▸ Records supplied
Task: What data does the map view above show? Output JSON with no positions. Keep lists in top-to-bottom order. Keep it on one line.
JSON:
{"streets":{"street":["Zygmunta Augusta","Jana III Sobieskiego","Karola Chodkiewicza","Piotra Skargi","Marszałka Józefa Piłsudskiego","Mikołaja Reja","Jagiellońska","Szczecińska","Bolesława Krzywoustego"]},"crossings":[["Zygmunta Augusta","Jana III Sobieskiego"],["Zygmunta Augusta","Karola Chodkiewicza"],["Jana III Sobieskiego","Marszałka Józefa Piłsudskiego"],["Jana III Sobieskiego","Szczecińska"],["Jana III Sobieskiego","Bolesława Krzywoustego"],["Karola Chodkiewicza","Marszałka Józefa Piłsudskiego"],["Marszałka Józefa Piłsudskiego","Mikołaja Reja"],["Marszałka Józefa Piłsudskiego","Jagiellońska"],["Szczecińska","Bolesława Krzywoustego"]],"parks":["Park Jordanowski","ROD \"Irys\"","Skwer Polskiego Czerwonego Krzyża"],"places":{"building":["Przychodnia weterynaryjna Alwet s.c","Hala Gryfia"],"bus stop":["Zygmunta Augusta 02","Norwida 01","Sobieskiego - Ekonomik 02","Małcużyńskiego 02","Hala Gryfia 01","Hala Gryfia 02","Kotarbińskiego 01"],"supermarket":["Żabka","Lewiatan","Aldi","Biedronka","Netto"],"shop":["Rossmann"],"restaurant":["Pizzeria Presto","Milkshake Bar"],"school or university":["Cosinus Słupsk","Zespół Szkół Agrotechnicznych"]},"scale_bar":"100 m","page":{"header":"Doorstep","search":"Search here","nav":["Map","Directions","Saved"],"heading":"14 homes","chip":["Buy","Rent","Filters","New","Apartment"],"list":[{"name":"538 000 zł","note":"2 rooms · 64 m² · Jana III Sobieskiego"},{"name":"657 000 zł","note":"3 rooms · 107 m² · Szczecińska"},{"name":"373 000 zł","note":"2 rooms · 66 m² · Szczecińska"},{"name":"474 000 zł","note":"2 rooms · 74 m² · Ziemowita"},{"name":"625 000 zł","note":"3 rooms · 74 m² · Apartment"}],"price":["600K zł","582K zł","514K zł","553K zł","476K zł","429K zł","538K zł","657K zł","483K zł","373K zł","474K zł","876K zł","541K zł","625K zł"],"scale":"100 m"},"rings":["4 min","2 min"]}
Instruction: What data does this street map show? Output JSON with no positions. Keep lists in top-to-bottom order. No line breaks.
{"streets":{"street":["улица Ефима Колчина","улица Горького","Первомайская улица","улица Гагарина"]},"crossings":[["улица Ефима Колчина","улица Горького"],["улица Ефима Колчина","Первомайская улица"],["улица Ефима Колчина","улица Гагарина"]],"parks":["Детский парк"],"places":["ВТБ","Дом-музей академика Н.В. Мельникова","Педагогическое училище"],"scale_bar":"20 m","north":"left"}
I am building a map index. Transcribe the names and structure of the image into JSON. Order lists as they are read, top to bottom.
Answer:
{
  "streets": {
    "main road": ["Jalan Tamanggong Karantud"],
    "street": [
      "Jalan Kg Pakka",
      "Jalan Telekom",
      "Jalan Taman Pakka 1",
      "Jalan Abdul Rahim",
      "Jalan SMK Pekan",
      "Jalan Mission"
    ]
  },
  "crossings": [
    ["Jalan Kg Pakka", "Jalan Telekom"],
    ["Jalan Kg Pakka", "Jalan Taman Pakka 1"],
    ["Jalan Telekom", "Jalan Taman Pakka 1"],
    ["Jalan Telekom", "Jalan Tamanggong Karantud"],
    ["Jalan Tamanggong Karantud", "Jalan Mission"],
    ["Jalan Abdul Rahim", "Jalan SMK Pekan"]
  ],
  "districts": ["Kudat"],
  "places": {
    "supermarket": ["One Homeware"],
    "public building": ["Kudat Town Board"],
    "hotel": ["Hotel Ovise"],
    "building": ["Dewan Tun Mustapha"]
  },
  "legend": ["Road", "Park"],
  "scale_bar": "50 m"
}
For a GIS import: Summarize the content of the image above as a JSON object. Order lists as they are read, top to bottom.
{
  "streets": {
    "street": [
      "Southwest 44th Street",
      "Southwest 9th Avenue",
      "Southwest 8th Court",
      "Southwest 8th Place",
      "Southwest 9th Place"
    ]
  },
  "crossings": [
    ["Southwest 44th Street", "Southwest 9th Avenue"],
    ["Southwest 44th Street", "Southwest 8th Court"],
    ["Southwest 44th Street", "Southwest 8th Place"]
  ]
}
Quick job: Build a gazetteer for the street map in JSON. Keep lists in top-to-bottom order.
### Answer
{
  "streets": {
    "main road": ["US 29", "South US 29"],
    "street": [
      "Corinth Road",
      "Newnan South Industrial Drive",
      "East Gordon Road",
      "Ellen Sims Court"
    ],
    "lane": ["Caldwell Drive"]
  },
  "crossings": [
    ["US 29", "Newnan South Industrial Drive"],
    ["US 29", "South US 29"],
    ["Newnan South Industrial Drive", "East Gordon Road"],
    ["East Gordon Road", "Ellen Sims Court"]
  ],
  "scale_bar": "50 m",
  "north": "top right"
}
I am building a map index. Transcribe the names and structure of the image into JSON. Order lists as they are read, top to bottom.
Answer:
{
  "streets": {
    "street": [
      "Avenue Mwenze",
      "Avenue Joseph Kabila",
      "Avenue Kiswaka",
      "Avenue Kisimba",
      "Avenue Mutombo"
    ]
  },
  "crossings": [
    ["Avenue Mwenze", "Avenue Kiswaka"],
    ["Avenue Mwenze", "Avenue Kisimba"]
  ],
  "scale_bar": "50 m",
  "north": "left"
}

▸ The task
Reproduce the data shown above exactly, including every line.

▸ The completed task
Task: What data does the map view above show? Output JSON with no positions. Keep lists in top-to-bottom order. Keep it on one line.
JSON:
{"streets":{"street":["Zygmunta Augusta","Jana III Sobieskiego","Karola Chodkiewicza","Piotra Skargi","Marszałka Józefa Piłsudskiego","Mikołaja Reja","Jagiellońska","Szczecińska","Bolesława Krzywoustego"]},"crossings":[["Zygmunta Augusta","Jana III Sobieskiego"],["Zygmunta Augusta","Karola Chodkiewicza"],["Jana III Sobieskiego","Marszałka Józefa Piłsudskiego"],["Jana III Sobieskiego","Szczecińska"],["Jana III Sobieskiego","Bolesława Krzywoustego"],["Karola Chodkiewicza","Marszałka Józefa Piłsudskiego"],["Marszałka Józefa Piłsudskiego","Mikołaja Reja"],["Marszałka Józefa Piłsudskiego","Jagiellońska"],["Szczecińska","Bolesława Krzywoustego"]],"parks":["Park Jordanowski","ROD \"Irys\"","Skwer Polskiego Czerwonego Krzyża"],"places":{"building":["Przychodnia weterynaryjna Alwet s.c","Hala Gryfia"],"bus stop":["Zygmunta Augusta 02","Norwida 01","Sobieskiego - Ekonomik 02","Małcużyńskiego 02","Hala Gryfia 01","Hala Gryfia 02","Kotarbińskiego 01"],"supermarket":["Żabka","Lewiatan","Aldi","Biedronka","Netto"],"shop":["Rossmann"],"restaurant":["Pizzeria Presto","Milkshake Bar"],"school or university":["Cosinus Słupsk","Zespół Szkół Agrotechnicznych"]},"scale_bar":"100 m","page":{"header":"Doorstep","search":"Search here","nav":["Map","Directions","Saved"],"heading":"14 homes","chip":["Buy","Rent","Filters","New","Apartment"],"list":[{"name":"538 000 zł","note":"2 rooms · 64 m² · Jana III Sobieskiego"},{"name":"657 000 zł","note":"3 rooms · 107 m² · Szczecińska"},{"name":"373 000 zł","note":"2 rooms · 66 m² · Szczecińska"},{"name":"474 000 zł","note":"2 rooms · 74 m² · Ziemowita"},{"name":"625 000 zł","note":"3 rooms · 74 m² · Apartment"}],"price":["600K zł","582K zł","514K zł","553K zł","476K zł","429K zł","538K zł","657K zł","483K zł","373K zł","474K zł","876K zł","541K zł","625K zł"],"scale":"100 m"},"rings":["4 min","2 min"]}
Instruction: What data does this street map show? Output JSON with no positions. Keep lists in top-to-bottom order. No line breaks.
{"streets":{"street":["улица Ефима Колчина","улица Горького","Первомайская улица","улица Гагарина"]},"crossings":[["улица Ефима Колчина","улица Горького"],["улица Ефима Колчина","Первомайская улица"],["улица Ефима Колчина","улица Гагарина"]],"parks":["Детский парк"],"places":["ВТБ","Дом-музей академика Н.В. Мельникова","Педагогическое училище"],"scale_bar":"20 m","north":"left"}
I am building a map index. Transcribe the names and structure of the image into JSON. Order lists as they are read, top to bottom.
Answer:
{
  "streets": {
    "main road": ["Jalan Tamanggong Karantud"],
    "street": [
      "Jalan Kg Pakka",
      "Jalan Telekom",
      "Jalan Taman Pakka 1",
      "Jalan Abdul Rahim",
      "Jalan SMK Pekan",
      "Jalan Mission"
    ]
  },
  "crossings": [
    ["Jalan Kg Pakka", "Jalan Telekom"],
    ["Jalan Kg Pakka", "Jalan Taman Pakka 1"],
    ["Jalan Telekom", "Jalan Taman Pakka 1"],
    ["Jalan Telekom", "Jalan Tamanggong Karantud"],
    ["Jalan Tamanggong Karantud", "Jalan Mission"],
    ["Jalan Abdul Rahim", "Jalan SMK Pekan"]
  ],
  "districts": ["Kudat"],
  "places": {
    "supermarket": ["One Homeware"],
    "public building": ["Kudat Town Board"],
    "hotel": ["Hotel Ovise"],
    "building": ["Dewan Tun Mustapha"]
  },
  "legend": ["Road", "Park"],
  "scale_bar": "50 m"
}
For a GIS import: Summarize the content of the image above as a JSON object. Order lists as they are read, top to bottom.
{
  "streets": {
    "street": [
      "Southwest 44th Street",
      "Southwest 9th Avenue",
      "Southwest 8th Court",
      "Southwest 8th Place",
      "Southwest 9th Place"
    ]
  },
  "crossings": [
    ["Southwest 44th Street", "Southwest 9th Avenue"],
    ["Southwest 44th Street", "Southwest 8th Court"],
    ["Southwest 44th Street", "Southwest 8th Place"]
  ]
}
Quick job: Build a gazetteer for the street map in JSON. Keep lists in top-to-bottom order.
### Answer
{
  "streets": {
    "main road": ["US 29", "South US 29"],
    "street": [
      "Corinth Road",
      "Newnan South Industrial Drive",
      "East Gordon Road",
      "Ellen Sims Court"
    ],
    "lane": ["Caldwell Drive"]
  },
  "crossings": [
    ["US 29", "Newnan South Industrial Drive"],
    ["US 29", "South US 29"],
    ["Newnan South Industrial Drive", "East Gordon Road"],
    ["East Gordon Road", "Ellen Sims Court"]
  ],
  "scale_bar": "50 m",
  "north": "top right"
}
I am building a map index. Transcribe the names and structure of the image into JSON. Order lists as they are read, top to bottom.
Answer:
{
  "streets": {
    "street": [
      "Avenue Mwenze",
      "Avenue Joseph Kabila",
      "Avenue Kiswaka",
      "Avenue Kisimba",
      "Avenue Mutombo"
    ]
  },
  "crossings": [
    ["Avenue Mwenze", "Avenue Kiswaka"],
    ["Avenue Mwenze", "Avenue Kisimba"]
  ],
  "scale_bar": "50 m",
  "north": "left"
}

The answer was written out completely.